KVM: x86: fix OOPS after invalid KVM_SET_DEBUGREGS
[pandora-kernel.git] / arch / x86 / kvm / x86.c
index c38efd7..4ae334a 100644 (file)
@@ -92,6 +92,9 @@ EXPORT_SYMBOL_GPL(kvm_x86_ops);
 int ignore_msrs = 0;
 module_param_named(ignore_msrs, ignore_msrs, bool, S_IRUGO | S_IWUSR);
 
+unsigned int min_timer_period_us = 500;
+module_param(min_timer_period_us, uint, S_IRUGO | S_IWUSR);
+
 bool kvm_has_tsc_control;
 EXPORT_SYMBOL_GPL(kvm_has_tsc_control);
 u32  kvm_max_guest_tsc_khz;
@@ -551,8 +554,6 @@ int __kvm_set_xcr(struct kvm_vcpu *vcpu, u32 index, u64 xcr)

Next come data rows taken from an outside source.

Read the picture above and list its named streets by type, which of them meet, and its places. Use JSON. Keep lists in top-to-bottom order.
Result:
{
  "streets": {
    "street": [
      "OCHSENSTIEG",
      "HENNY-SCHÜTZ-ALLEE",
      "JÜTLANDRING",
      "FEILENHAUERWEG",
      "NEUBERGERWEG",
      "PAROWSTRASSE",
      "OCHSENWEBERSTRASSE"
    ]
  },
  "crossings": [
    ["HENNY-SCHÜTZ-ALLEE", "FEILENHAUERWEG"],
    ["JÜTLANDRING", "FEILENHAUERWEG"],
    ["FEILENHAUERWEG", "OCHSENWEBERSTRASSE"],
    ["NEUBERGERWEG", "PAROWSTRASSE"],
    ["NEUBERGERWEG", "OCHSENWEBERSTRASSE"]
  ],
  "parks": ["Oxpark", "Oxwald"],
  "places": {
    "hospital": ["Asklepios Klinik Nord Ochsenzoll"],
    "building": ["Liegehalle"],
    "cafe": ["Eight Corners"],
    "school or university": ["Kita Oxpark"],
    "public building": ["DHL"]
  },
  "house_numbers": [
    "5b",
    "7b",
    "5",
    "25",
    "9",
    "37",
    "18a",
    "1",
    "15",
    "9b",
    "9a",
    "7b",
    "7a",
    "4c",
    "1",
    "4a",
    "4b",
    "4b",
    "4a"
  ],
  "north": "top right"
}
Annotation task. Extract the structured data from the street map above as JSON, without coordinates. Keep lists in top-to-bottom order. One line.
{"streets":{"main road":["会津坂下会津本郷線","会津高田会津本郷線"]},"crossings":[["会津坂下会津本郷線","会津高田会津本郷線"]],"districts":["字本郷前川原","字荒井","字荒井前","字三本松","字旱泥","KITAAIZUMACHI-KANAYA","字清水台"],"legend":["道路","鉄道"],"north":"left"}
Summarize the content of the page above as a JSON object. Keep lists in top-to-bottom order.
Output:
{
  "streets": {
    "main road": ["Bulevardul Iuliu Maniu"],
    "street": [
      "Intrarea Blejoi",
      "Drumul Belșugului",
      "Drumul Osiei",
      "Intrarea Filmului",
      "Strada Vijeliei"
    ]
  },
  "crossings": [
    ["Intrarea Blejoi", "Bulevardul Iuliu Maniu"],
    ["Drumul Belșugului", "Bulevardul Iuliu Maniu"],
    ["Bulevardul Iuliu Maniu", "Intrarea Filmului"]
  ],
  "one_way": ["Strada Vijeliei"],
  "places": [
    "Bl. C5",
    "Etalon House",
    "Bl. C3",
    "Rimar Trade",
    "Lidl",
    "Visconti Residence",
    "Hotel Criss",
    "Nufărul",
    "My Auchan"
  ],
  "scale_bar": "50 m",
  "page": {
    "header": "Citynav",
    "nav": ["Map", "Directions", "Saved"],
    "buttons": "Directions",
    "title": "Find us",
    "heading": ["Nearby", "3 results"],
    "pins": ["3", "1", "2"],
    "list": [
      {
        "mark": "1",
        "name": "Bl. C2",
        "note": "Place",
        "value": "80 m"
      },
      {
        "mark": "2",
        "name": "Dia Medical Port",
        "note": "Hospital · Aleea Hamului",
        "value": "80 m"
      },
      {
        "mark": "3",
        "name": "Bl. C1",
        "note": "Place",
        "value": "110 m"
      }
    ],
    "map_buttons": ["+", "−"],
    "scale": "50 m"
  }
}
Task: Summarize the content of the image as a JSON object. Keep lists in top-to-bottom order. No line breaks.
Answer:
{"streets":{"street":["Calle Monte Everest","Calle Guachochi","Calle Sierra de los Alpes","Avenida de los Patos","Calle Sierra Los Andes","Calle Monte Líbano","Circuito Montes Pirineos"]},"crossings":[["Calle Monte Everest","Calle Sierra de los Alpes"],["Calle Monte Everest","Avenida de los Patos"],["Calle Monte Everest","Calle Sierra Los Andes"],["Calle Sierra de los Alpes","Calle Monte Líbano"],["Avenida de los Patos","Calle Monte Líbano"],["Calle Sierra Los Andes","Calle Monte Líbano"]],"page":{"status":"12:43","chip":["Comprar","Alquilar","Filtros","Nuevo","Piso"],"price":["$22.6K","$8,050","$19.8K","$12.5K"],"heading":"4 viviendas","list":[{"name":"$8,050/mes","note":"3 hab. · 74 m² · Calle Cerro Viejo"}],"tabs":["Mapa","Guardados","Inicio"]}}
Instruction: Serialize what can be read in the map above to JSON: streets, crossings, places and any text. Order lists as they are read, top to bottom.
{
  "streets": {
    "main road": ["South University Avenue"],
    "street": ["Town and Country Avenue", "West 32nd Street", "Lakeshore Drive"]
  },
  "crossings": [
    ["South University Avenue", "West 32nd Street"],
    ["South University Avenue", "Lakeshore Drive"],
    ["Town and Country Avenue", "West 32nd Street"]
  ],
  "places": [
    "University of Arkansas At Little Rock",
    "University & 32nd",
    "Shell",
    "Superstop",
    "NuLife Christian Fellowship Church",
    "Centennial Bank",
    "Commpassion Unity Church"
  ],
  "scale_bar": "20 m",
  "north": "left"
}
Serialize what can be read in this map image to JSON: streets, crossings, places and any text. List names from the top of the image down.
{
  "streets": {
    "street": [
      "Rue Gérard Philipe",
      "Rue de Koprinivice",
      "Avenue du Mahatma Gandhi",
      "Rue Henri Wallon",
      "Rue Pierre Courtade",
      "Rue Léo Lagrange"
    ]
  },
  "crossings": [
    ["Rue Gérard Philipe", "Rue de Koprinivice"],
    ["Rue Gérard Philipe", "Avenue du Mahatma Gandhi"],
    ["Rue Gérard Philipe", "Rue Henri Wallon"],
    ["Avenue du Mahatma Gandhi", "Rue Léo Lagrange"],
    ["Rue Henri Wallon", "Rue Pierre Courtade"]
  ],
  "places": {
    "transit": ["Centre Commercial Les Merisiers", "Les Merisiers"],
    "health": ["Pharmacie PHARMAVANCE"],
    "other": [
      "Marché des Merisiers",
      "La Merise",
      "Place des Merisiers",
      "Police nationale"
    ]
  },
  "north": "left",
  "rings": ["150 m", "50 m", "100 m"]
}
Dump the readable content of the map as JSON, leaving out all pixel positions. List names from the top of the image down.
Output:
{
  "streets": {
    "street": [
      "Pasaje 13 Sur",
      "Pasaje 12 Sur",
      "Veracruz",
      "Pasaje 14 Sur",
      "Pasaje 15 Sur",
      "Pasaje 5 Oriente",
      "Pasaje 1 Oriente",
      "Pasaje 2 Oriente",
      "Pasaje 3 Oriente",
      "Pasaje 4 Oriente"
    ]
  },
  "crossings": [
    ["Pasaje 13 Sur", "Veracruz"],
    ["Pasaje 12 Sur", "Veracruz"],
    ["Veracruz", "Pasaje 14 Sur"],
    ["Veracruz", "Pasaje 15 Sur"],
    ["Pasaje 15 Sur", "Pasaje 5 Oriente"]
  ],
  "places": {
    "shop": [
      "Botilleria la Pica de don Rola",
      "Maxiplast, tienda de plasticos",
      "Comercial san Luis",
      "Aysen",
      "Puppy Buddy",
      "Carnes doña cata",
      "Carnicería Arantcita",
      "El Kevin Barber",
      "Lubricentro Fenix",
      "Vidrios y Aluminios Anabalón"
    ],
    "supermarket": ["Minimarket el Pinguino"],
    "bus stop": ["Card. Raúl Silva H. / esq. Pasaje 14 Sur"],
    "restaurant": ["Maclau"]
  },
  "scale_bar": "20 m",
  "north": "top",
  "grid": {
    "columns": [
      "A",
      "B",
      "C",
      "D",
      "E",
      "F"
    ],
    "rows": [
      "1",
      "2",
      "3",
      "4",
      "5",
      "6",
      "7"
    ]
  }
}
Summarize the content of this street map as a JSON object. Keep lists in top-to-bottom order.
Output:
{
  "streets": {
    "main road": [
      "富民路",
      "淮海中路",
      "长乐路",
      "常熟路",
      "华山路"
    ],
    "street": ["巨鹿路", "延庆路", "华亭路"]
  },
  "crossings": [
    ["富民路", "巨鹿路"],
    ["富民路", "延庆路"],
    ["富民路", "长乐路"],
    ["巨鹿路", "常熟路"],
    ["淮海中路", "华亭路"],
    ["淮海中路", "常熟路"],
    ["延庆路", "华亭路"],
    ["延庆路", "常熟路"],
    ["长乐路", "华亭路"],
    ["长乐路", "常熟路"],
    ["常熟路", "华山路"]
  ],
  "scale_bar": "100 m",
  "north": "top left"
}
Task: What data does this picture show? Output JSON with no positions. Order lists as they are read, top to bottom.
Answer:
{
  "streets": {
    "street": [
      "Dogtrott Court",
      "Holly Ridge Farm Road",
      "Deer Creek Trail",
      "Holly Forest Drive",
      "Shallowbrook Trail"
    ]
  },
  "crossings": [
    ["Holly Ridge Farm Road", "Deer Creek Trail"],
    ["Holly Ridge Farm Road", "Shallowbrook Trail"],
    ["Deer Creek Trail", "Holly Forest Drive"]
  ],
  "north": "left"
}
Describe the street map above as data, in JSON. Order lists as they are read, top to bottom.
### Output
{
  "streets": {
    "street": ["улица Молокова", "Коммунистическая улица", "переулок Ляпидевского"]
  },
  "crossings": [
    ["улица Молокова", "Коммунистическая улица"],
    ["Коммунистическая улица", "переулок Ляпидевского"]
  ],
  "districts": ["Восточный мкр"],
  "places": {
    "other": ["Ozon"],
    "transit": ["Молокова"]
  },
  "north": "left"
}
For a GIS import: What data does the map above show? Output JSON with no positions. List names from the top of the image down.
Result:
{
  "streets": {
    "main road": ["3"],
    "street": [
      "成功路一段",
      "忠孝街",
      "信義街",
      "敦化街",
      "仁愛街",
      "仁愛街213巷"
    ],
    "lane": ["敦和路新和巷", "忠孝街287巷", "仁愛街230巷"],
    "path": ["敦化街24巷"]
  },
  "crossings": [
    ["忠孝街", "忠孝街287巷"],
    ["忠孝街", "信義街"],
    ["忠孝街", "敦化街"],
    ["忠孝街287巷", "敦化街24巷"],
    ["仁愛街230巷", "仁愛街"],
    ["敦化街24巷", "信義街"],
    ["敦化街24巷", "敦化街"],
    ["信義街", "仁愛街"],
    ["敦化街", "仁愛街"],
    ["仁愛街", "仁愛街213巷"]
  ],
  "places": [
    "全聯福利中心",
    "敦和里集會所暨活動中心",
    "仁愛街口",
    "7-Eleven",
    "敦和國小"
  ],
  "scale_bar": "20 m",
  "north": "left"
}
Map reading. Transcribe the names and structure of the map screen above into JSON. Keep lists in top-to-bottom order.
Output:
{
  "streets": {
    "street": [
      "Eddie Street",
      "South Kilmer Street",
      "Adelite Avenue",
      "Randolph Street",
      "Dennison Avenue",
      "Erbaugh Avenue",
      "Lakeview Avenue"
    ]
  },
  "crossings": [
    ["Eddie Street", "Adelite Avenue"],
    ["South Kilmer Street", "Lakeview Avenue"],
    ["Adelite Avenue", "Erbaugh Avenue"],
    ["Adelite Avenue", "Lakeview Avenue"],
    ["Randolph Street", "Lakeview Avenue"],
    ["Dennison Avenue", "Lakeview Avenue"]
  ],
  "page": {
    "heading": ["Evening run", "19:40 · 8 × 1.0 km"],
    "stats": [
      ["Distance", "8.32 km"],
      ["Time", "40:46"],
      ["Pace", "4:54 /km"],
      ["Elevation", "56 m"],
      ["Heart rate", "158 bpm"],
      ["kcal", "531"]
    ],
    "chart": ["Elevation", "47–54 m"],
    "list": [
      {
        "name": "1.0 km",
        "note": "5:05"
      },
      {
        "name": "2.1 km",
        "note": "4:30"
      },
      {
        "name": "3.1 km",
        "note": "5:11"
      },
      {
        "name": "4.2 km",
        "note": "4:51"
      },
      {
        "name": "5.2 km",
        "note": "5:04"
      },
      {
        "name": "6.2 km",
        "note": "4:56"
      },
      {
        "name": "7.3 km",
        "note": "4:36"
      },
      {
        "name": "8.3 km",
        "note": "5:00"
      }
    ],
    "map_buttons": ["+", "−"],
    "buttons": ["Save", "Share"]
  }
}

        if (index != XCR_XFEATURE_ENABLED_MASK)
                return 1;
        xcr0 = xcr;
-       if (kvm_x86_ops->get_cpl(vcpu) != 0)
-               return 1;
        if (!(xcr0 & XSTATE_FP))
                return 1;
        if ((xcr0 & XSTATE_YMM) && !(xcr0 & XSTATE_SSE))
@@ -566,7 +567,8 @@ int __kvm_set_xcr(struct kvm_vcpu *vcpu, u32 index, u64 xcr)
 
 int kvm_set_xcr(struct kvm_vcpu *vcpu, u32 index, u64 xcr)
 {
-       if (__kvm_set_xcr(vcpu, index, xcr)) {
+       if (kvm_x86_ops->get_cpl(vcpu) != 0 ||
+           __kvm_set_xcr(vcpu, index, xcr)) {
                kvm_inject_gp(vcpu, 0);
                return 1;
        }
@@ -578,6 +580,9 @@ static bool guest_cpuid_has_xsave(struct kvm_vcpu *vcpu)
 {
        struct kvm_cpuid_entry2 *best;
 
+       if (!static_cpu_has(X86_FEATURE_XSAVE))
+               return 0;
+
        best = kvm_find_cpuid_entry(vcpu, 1, 0);
        return best && (best->ecx & bit(X86_FEATURE_XSAVE));
 }
@@ -602,7 +607,6 @@ static void update_cpuid(struct kvm_vcpu *vcpu)
 {
        struct kvm_cpuid_entry2 *best;
        struct kvm_lapic *apic = vcpu->arch.apic;
-       u32 timer_mode_mask;
 
        best = kvm_find_cpuid_entry(vcpu, 1, 0);
        if (!best)
@@ -615,15 +619,12 @@ static void update_cpuid(struct kvm_vcpu *vcpu)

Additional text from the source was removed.